2 Become 1

In April 2013, the Associated Press made a change to their highly respected style guide that sent shockwaves through the editing community. They changed this:

"under way Two words in virtually all uses: The project is under way. The naval maneuvers are under way. One word only when used as an adjective before a noun in a nautical sense: an underway flotilla."

To this:

"underway One word in all uses."

It came as a surprise to us editors who were used to dutifully inserting a space whenever we encountered “underway” as one word. But, almost four years later, I imagine most of us have made our peace with it. (Unless, of course, we follow a different style guide – the equally respectable Chicago Manual of Style still insists on “under way”.)

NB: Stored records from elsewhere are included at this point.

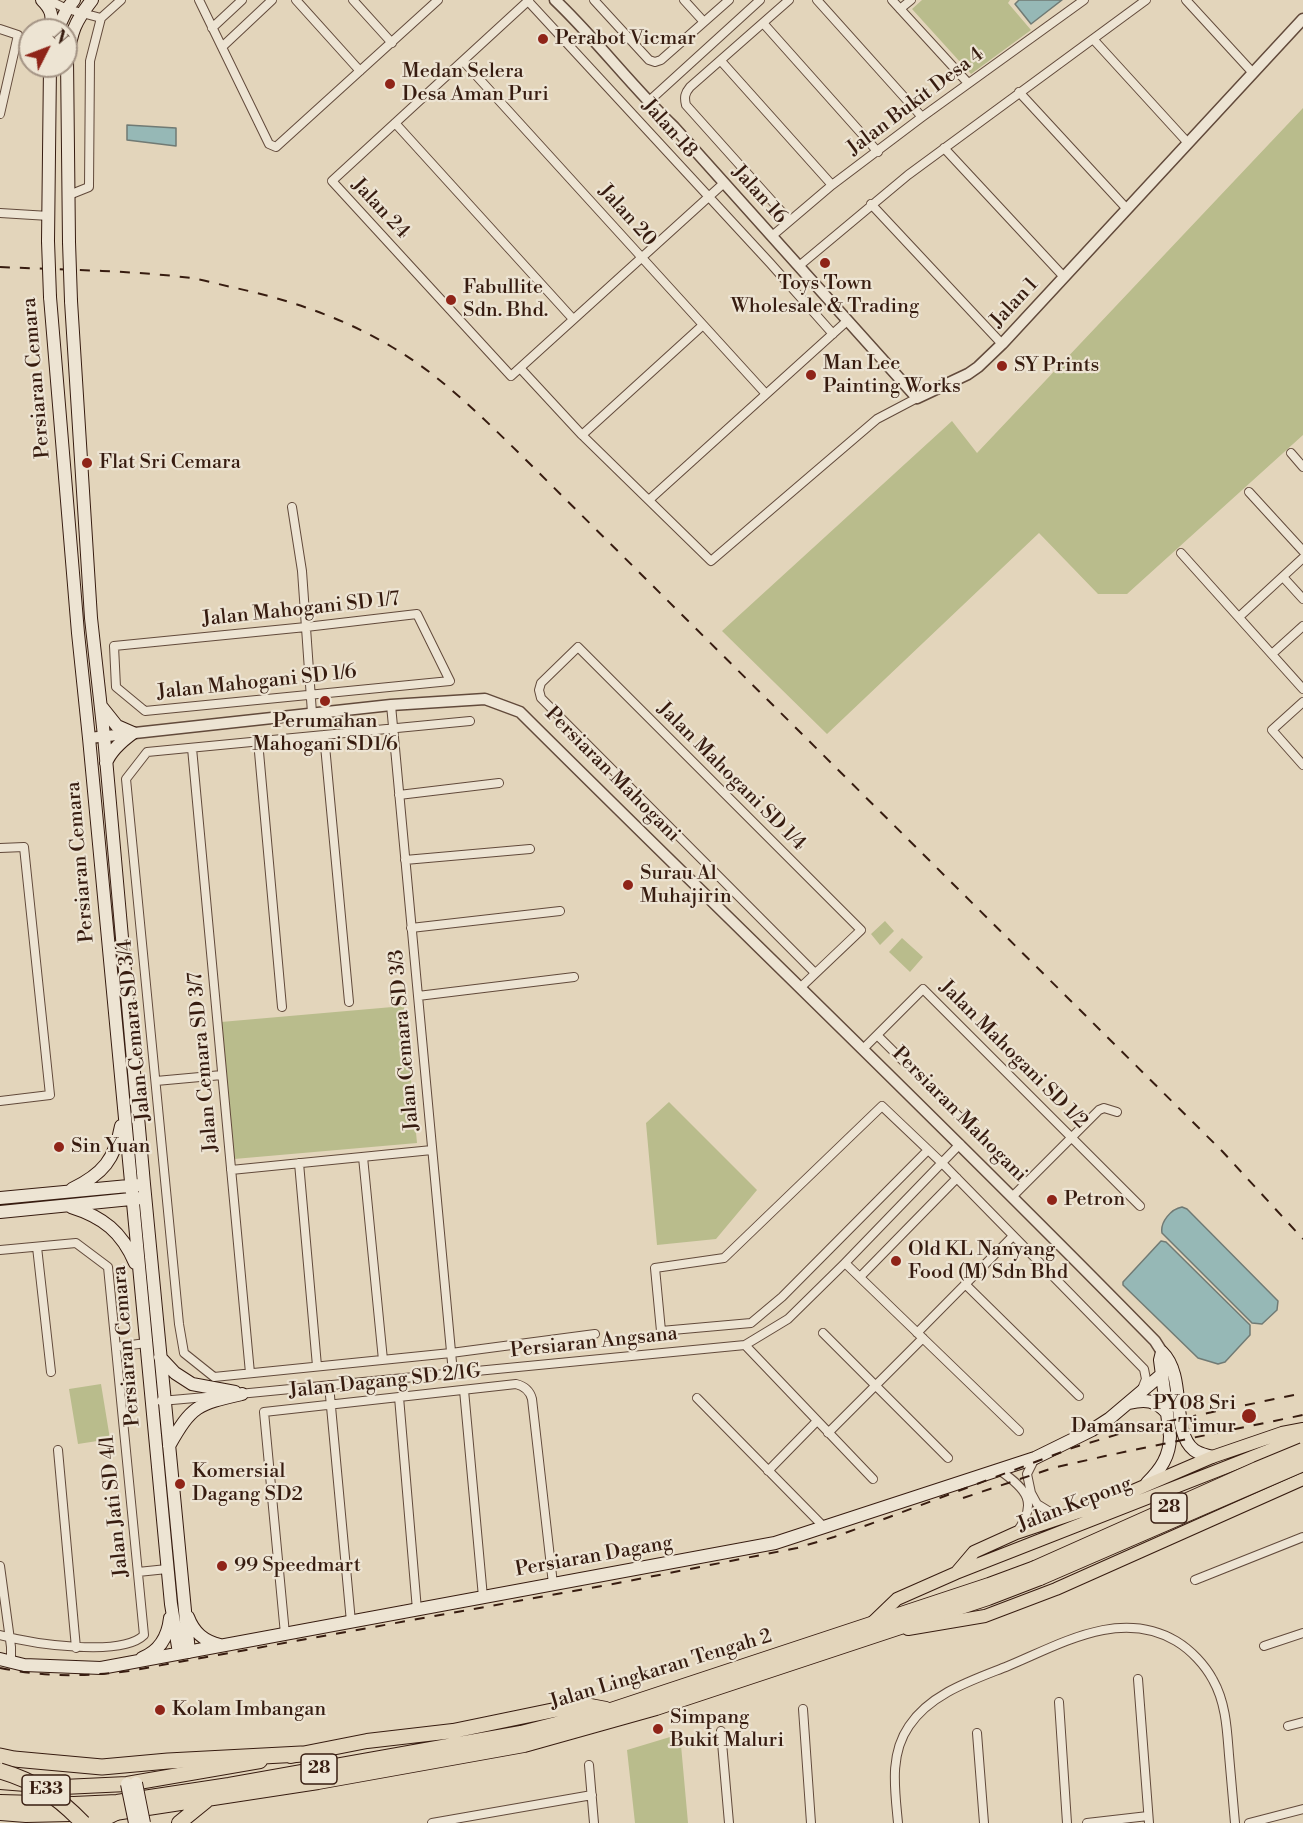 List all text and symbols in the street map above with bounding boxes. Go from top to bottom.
north arrow [18,18,78,78]
text: N [48,26,72,49]
place label: Perabot Vicmar [555,27,696,51]
marker: Perabot Vicmar [536,32,550,46]
street label: Jalan Bukit Desa 4 [843,43,989,161]
place label: Medan Selera Desa Aman Puri [402,60,549,107]
marker: Medan Selera Desa Aman Puri [383,77,397,91]
street label: Jalan 18 [636,95,702,163]
street label: Jalan 16 [726,161,792,229]
street label: Jalan 24 [346,174,414,244]
street label: Jalan 20 [593,180,661,252]
marker: Toys Town Wholesale & Trading [818,256,832,270]
place label: Toys Town Wholesale & Trading [731,272,919,319]
street label: Jalan 1 [986,273,1044,333]
place label: Fabullite Sdn. Bhd. [463,276,548,323]
marker: Fabullite Sdn. Bhd. [444,293,458,307]
street label: Persiaran Cemara [18,297,56,459]
place label: Man Lee Painting Works [823,352,961,399]
place label: SY Prints [1014,354,1099,378]
marker: SY Prints [995,359,1009,373]
marker: Man Lee Painting Works [804,368,818,382]
place label: Flat Sri Cemara [99,451,241,475]
marker: Flat Sri Cemara [80,456,94,470]
street label: Jalan Mahogani SD 1/7 [201,588,401,632]
street label: Jalan Mahogani SD 1/6 [156,661,358,705]
marker: Perumahan Mahogani SD1/6 [318,694,332,708]
street label: Jalan Mahogani SD 1/4 [652,698,810,856]
street label: Persiaran Mahogani [539,702,685,848]
place label: Perumahan Mahogani SD1/6 [252,710,398,757]
street label: Persiaran Cemara [62,781,100,943]
place label: Surau Al Muhajirin [640,862,732,909]
marker: Surau Al Muhajirin [621,878,635,892]
street label: Jalan Cemara SD 3/4 [114,938,156,1122]
street label: Jalan Cemara SD 3/3 [385,948,425,1132]
street label: Jalan Cemara SD 3/7 [184,971,224,1153]
street label: Jalan Mahogani SD 1/2 [934,976,1092,1134]
street label: Persiaran Mahogani [886,1042,1032,1188]
place label: Sin Yuan [71,1135,150,1159]
marker: Sin Yuan [52,1140,66,1154]
place label: Petron [1064,1188,1125,1212]
marker: Petron [1045,1193,1059,1207]
place label: Old KL Nanyang Food (M) Sdn Bhd [908,1238,1068,1285]
marker: Old KL Nanyang Food (M) Sdn Bhd [889,1254,903,1268]
street label: Persiaran Cemara [108,1265,146,1427]
street label: Persiaran Angsana [509,1322,679,1364]
street label: Jalan Dagang SD 2/1G [288,1360,482,1404]
place label: PY08 Sri Damansara Timur [1071,1392,1236,1439]
marker: PY08 Sri Damansara Timur [1240,1407,1258,1425]
street label: Jalan Jati SD 4/1 [96,1434,134,1578]
place label: Komersial Dagang SD2 [192,1460,303,1507]
street label: Jalan Kepong [1015,1472,1135,1538]
marker: Komersial Dagang SD2 [173,1477,187,1491]
road number: 28 [1151,1493,1187,1523]
street label: Persiaran Dagang [513,1531,675,1583]
place label: 99 Speedmart [234,1554,361,1578]
marker: 99 Speedmart [215,1559,229,1573]
street label: Jalan Lingkaran Tengah 2 [547,1625,775,1715]
place label: Kolam Imbangan [172,1698,326,1722]
marker: Kolam Imbangan [153,1703,167,1717]
place label: Simpang Bukit Maluri [670,1706,784,1753]
marker: Simpang Bukit Maluri [651,1722,665,1736]
road number: 28 [301,1754,337,1784]
road number: E33 [22,1775,70,1805]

Language evolves, whether we like it or not. Having said that, evolution takes time, and it would be wrong to jump the gun by condensing words willy-nilly before AP and the like give their blessing. So, until further notice, the below terms should always be written as two words, not one:                     

WRONG                      RIGHT

alot                              a lot

anyday                         any day

thankyou                     thank you

upto                             up to

If those are the red-light words, these are the yellow-light ones – they’re still frowned upon in formal writing, but they’re becoming more and more accepted casually, and chances are they’ll go the way of “underway” within our lifetimes:

WRONG                      RIGHT

alright                         all right

onto*                           on to

Until then, hold your horses and hit that space bar (which, by the way, is well on its way to becoming a “spacebar”).  

All right all right . . . alright?

All right all right . . . alright?

*However, note that “into” is usually one word, as we discussed here.